The women were accustomed to leading a woman’s life alongside a man in a bed but sharing, apart, their own preoccupation with care of children, cooking, maintenance of the family commune in their activities, from growing vegetables to building shelter. Jabu has always been her father’s child. She wasn’t kept at home while a brother, males always first in line for education, went to school. Her father found a place for her at a mission school, paid the fees and a younger brother waited his turn for entry.

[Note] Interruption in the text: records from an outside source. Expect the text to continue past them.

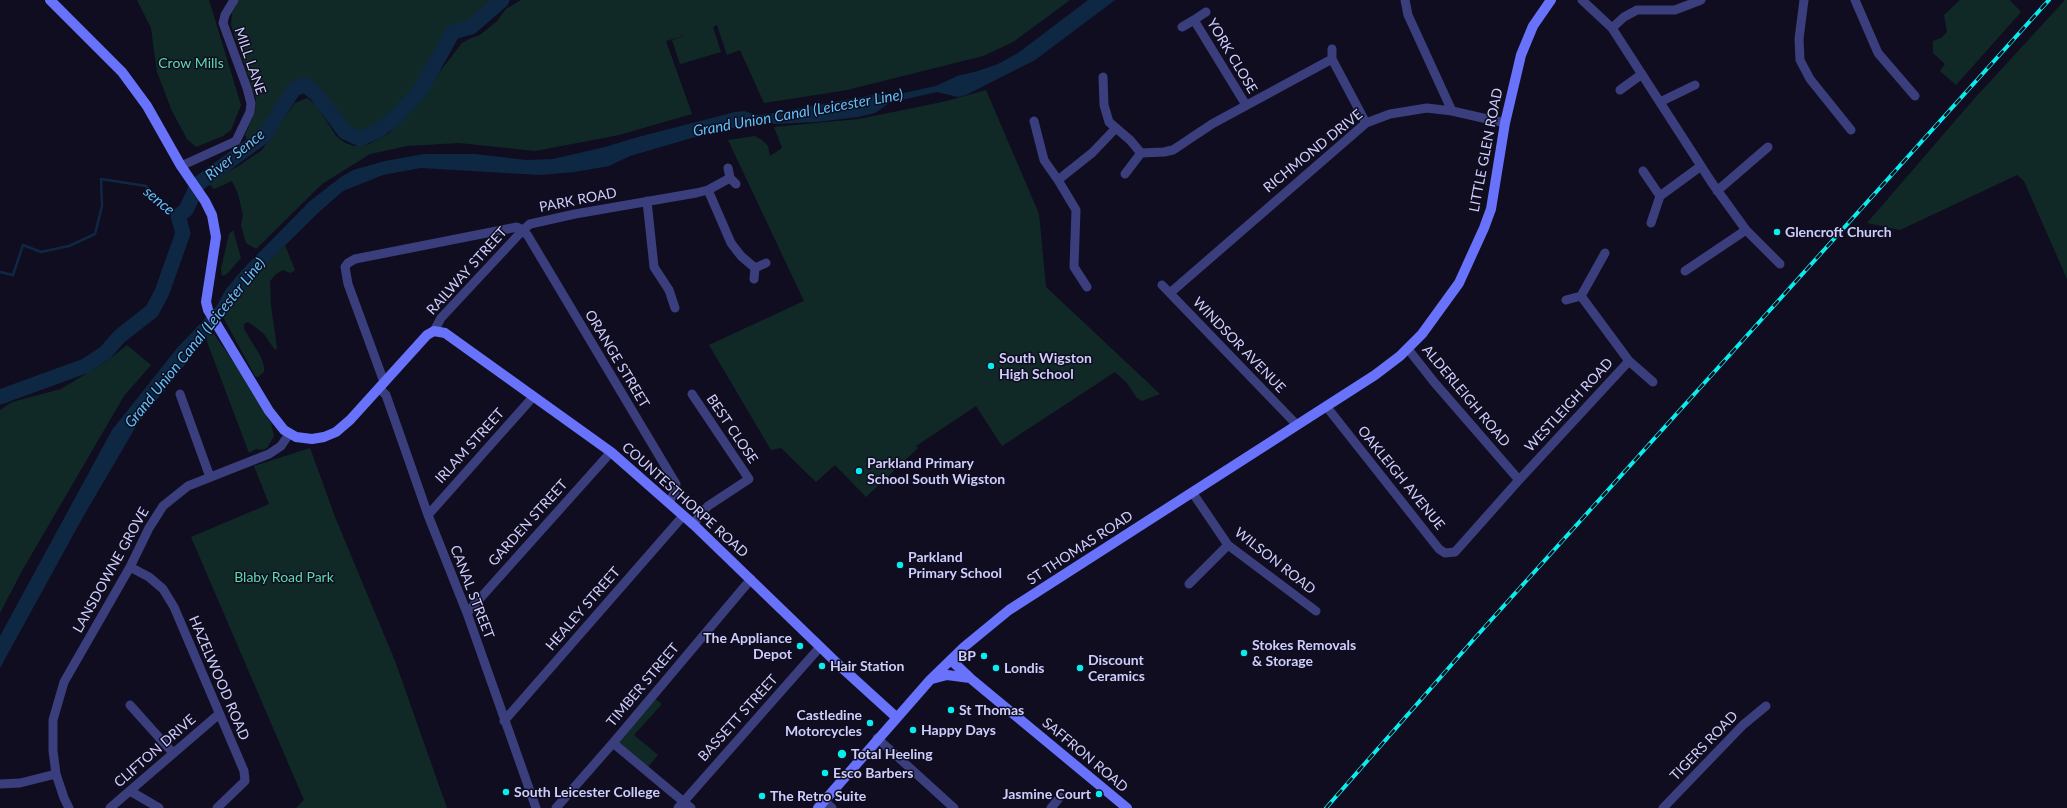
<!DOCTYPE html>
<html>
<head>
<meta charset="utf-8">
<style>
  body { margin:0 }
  canvas { display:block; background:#0f0d1f }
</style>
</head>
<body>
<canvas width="2067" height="808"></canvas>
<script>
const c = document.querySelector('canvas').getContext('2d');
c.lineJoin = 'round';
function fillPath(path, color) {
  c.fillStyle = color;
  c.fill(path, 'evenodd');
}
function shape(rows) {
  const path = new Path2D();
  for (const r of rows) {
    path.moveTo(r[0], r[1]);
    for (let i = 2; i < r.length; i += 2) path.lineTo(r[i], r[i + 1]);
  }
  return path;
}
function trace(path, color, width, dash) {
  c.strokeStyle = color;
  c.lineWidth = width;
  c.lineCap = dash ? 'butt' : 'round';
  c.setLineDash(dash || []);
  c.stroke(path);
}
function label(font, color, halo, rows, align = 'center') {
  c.font = font + ' Lato,sans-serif';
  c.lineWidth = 3;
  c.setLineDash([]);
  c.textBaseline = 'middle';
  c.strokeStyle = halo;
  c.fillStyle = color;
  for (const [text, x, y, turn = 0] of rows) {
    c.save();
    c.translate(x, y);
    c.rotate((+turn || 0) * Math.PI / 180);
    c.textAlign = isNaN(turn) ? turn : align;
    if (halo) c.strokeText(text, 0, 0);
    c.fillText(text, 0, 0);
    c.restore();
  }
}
const green = shape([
  [137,0,209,0,241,105,231,130,223,136,196,147,187,139,172,111,157,72,151,28],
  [238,0,497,0,489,11,453,30,412,94,391,120,377,129,359,135,347,131,329,100,318,89,303,83,286,93,262,129,250,139,247,139,245,135,255,112,256,99,231,25,232,13],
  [521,0,1070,0,1013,42,983,56,847,90,764,103,740,50,727,55,717,25,713,27,721,52,680,64,672,40,686,35,666,41,692,114,619,135,535,151,459,143,407,146,370,154,322,184,256,249,246,243,241,225,243,215,238,194,232,181,214,189,209,184,212,179,237,167,262,150,295,103,307,98,316,105,336,136,345,143,354,146,369,144,388,134,404,118,426,93,438,74,462,43,469,39,480,35,497,21,506,9],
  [1960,0,2010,0,2021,12,1956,85,1940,71,1945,64,1933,53,1933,41,1941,38,1947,32,1944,15],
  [2065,0,2067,0,2067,279,2024,181,2017,175,1900,230,1867,223,1974,99],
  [986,90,1039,214,1046,287,1160,394,1142,401,1137,398,1127,383,1115,372,1002,446,976,406,916,446,918,448,866,497,835,465,816,482,781,448,771,450,709,345,804,301,728,140,755,136,762,140,768,146,770,156,782,148,774,127,859,119,947,101],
  [233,230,241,258,227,274,222,276,221,269,229,234],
  [285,245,295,270,291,273,283,270,276,274,270,281,271,305,277,348,275,350,264,334,254,326,248,322,244,324,244,329,261,357,264,367,264,372,258,377,255,376,223,317,247,283],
  [210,329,234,362,271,423,274,436,267,448,262,450,256,449,249,453,206,339],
  [127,345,151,365,124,396,23,569,0,613,0,410,12,402,61,389,107,361],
  [310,448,335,517,395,661,447,808,296,808,304,800,191,537,269,504,254,466],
  [653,697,662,704,634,735,658,755,647,768,615,740]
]);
const water = shape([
  [1088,0,1115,0,1035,60,966,95,958,97,937,92,889,103,875,113,858,117,817,122,774,124,768,121,761,121,754,126,733,128,695,137,630,156,609,166,575,172,540,175,421,168,383,175,343,191,319,212,247,283,226,315,211,329,208,336,138,423,83,517,0,668,0,636,112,430,178,347,216,307,226,289,243,269,310,201,341,177,353,170,385,161,424,154,475,154,527,160,553,159,605,147,638,137,735,112,744,111,756,115,768,114,879,94,890,96,936,86,957,76,978,71,998,64,1018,53]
]);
const stream = shape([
  [0,272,13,275,23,245,41,252,69,246,95,234,102,206,101,179,146,186,164,209,178,216]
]);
const river = shape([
  [0,397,85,366,105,353,120,336,152,311,162,292,183,233,178,216,186,210,198,184,264,136,294,89,305,85,317,95,345,132,360,139,378,131,396,117,421,89,453,32,471,27,502,0]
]);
const street = shape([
  [1405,0,1408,15,1452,111],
  [1582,0,1612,28,1712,183,1746,230,1780,264],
  [1804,0,1799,39,1800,60,1810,79,1851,130],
  [1855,0,1878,53,1915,96],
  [1206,12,1194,20,1246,105],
  [1182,27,1194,20],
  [1612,28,1624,17,1637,10,1675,10,1701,0],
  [1332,49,1332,59,1366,123],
  [1103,77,1104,105,1109,122,1130,140,1141,153,1164,152,1173,150,1212,124,1332,59],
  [1620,90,1642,74],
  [1660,102,1695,85],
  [1034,121,1044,160,1058,180],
  [181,166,236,141,250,112,251,103,247,88,223,23,225,15,234,0],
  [728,168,730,178,736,184],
  [1643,171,1660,196,1651,223],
  [1125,174,1141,153],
  [708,190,731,243,741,256,755,268],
  [1717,191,1768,147],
  [1660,196,1701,166],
  [647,201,654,267,669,290,675,308],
  [1685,271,1746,230],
  [754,279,755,268,766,263],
  [1162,285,1297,425],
  [1087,287,1074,267,1076,210,1058,180,1092,153,1115,129],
  [1170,293,1366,123,1390,114,1427,108,1452,111,1505,123],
  [1566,300,1581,296],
  [434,331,441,318,523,230,528,236,676,484,675,492,669,502],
  [1408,349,1434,382,1519,480],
  [1629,361,1653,382],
  [384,382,348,284,345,267,348,263,355,259,517,227,523,230,530,224,575,214,696,193,708,190,730,178],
  [379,388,386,395,428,515,467,613,536,808],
  [180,394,210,477],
  [692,394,749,479,708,506,698,517,694,525],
  [1326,406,1439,549,1445,553,1455,552,1519,480,1629,361,1581,296,1605,253],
  [1192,492,1228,545,1316,611],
  [428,515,533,397],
  [130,567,149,577,163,589,174,607,244,771,245,781,217,808],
  [1189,584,1228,545],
  [467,613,611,452],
  [130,705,173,753],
  [504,721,683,516],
  [877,738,954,808],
  [613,743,691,808],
  [0,784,20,783,56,774],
  [130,791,159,808],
  [824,801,832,808],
  [69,808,64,798,56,774,53,751,53,720,64,682,130,567,149,528,163,506,188,486,269,454,281,446,289,434],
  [110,808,219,714],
  [556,808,613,743,751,579],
  [678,808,820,647],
  [1051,808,1060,797],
  [1663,808,1743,725,1766,706]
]);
const secondary = shape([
  [50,0,122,72,147,106,181,166,205,201,212,215,216,237,206,302,208,310,269,411,284,430,296,437,312,439,324,437,336,432,350,420,427,335,434,331,445,333,611,452,694,525,841,667,896,717],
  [951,660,970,678,1127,808],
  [932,679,947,675,970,678],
  [818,808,930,680,964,647,1009,610,1375,375,1400,356,1422,334,1459,283,1484,228,1491,209,1505,123,1521,55,1533,26,1551,0]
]);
const rail = shape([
  [1326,808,1474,639,2049,0]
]);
const markers = [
  [1777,232,4,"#09edee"],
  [991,366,4,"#09edee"],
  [859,471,4,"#09edee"],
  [900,565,4,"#09edee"],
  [800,646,4,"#09edee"],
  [1244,653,4,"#09edee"],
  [984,656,4,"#09edee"],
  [822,666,4,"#09edee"],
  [996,668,4,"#09edee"],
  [1080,668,4,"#09edee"],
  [951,710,4,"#09edee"],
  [870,723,4,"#09edee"],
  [913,730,4,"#09edee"],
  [842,754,5,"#09edee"],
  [825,773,4,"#09edee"],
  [506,792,4,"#09edee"],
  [1099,794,4,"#09edee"],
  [762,796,4,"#09edee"]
];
const streetNames = [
  ["YORK CLOSE",1232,56,59],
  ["MILL LANE",250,61,71],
  ["LITTLE GLEN ROAD",1486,150,-79],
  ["RICHMOND DRIVE",1313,151,-39],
  ["PARK ROAD",578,200,-11],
  ["RAILWAY STREET",467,271,-48],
  ["WINDSOR AVENUE",1239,345,46],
  ["ORANGE STREET",617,359,59],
  ["ALDERLEIGH ROAD",1466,396,50],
  ["WESTLEIGH ROAD",1569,405,-47],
  ["BEST CLOSE",732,429,56],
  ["IRLAM STREET",470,446,-48],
  ["OAKLEIGH AVENUE",1401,478,51],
  ["COUNTESTHORPE ROAD",685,500,42],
  ["GARDEN STREET",528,523,-48],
  ["ST THOMAS ROAD",1080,548,-33],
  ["WILSON ROAD",1275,561,38],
  ["LANSDOWNE GROVE",111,570,-61],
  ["CANAL STREET",472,592,69],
  ["HEALEY STREET",583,609,-49],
  ["HAZELWOOD ROAD",219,678,67],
  ["TIMBER STREET",643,685,-50],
  ["BASSETT STREET",738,718,-48],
  ["TIGERS ROAD",1704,746,-46],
  ["CLIFTON DRIVE",155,751,-41],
  ["SAFFRON ROAD",1085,755,40]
];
const parkNames = [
  ["Crow Mills",191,63],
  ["Blaby Road Park",284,577]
];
const poiNames = [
  ["Glencroft Church",1785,232],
  ["South Wigston",999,358],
  ["High School",999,374],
  ["Parkland Primary",867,463],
  ["School South Wigston",867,479],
  ["Parkland",908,557],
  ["Primary School",908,573],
  ["The Appliance",792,638,"right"],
  ["Depot",792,654,"right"],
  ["Stokes Removals",1252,645],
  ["& Storage",1252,661],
  ["BP",976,656,"right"],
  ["Discount",1088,660],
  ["Ceramics",1088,676],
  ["Hair Station",830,666],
  ["Londis",1004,668],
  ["St Thomas",959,710],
  ["Castledine",862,715,"right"],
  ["Motorcycles",862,731,"right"],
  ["Happy Days",921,730],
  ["Total Heeling",851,754],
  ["Esco Barbers",833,773],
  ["South Leicester College",514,792],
  ["Jasmine Court",1091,794,"right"],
  ["The Retro Suite",770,796]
];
const waterNames = [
  ["Grand Union Canal (Leicester Line)",798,113,-10],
  ["River Sence",235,155,-39],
  ["sence",159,201,40],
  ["Grand Union Canal (Leicester Line)",195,343,-51]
];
fillPath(green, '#112926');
fillPath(water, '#0e2743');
trace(stream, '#0e2743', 2.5);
trace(river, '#0e2743', 15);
trace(street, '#3a3e7d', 9);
trace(secondary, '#6872fa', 10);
trace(rail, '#09edee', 4);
trace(rail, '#0f0d1f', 2.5, [8]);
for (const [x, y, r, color] of markers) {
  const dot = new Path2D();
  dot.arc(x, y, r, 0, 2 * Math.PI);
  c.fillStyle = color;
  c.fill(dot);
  trace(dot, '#0f0d1f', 1.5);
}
label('14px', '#cecefd', '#0f0d1f', streetNames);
label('14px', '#5ddaaf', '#0f0d1f', parkNames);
label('bold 14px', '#cecefd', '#0f0d1f', poiNames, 'left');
label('italic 15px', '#60c1f9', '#0f0d1f', waterNames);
</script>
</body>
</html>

Elias Siphiwe Gumede was not a tribal chief yet he was the man of authority in recognition that he had managed to get himself educated to a high standard with letters after his name, BEd., due to his own proud determination dismissive of the difficulties for a rural black boy; but sisters’ and cousins’ husbands did not take the example of favouring girls, although nobody would contradict him with disagreement over the way he ignored the correct procedure of the people. At first her mother endured, with silence like consent, the disapproval of the women to be read in their faces when they chanced to look up from private gossip; then the daughter brought home excellent reports, the mother proudly walked in on the enclaves to announce, 76 per cent in arithmetic, 98 in isiZulu, 80 per cent in English, each term further success. The girl child’s learning achievement. Well, English, that was something, but isiZulu — that’s our language of course she knows — from home, from the time she learnt to speak.
Her father was not aware either of the gossip or the counter boasts, or if he knew was not concerned; he expected to have her homework presented to him every night and equally could not be expected to fail to see where her attention had strayed or she had scamped what should have been pursued. She soon did not resent this strict condition because of the way in which he presented it, it was as if it was some special occupation, special game only she, among the children, shared with him. And as she grew up she realised how much she had gained in the process of real comprehension, from her father, beyond the instruction by rote, of school.
Was it his intention or her idea that she go away over the border to Swaziland to a teacher’s training college?
The one over the border was not restricted by colour. This was not the advantage mentioned when the possibility of her entry was discussed, it was the quality of degree offered which, her father insisted to his wife, was decisive, the standard of the teachers — and he knew who they were, people who had studied in Africa and overseas, universities in Kenya and Nigeria as well as in England.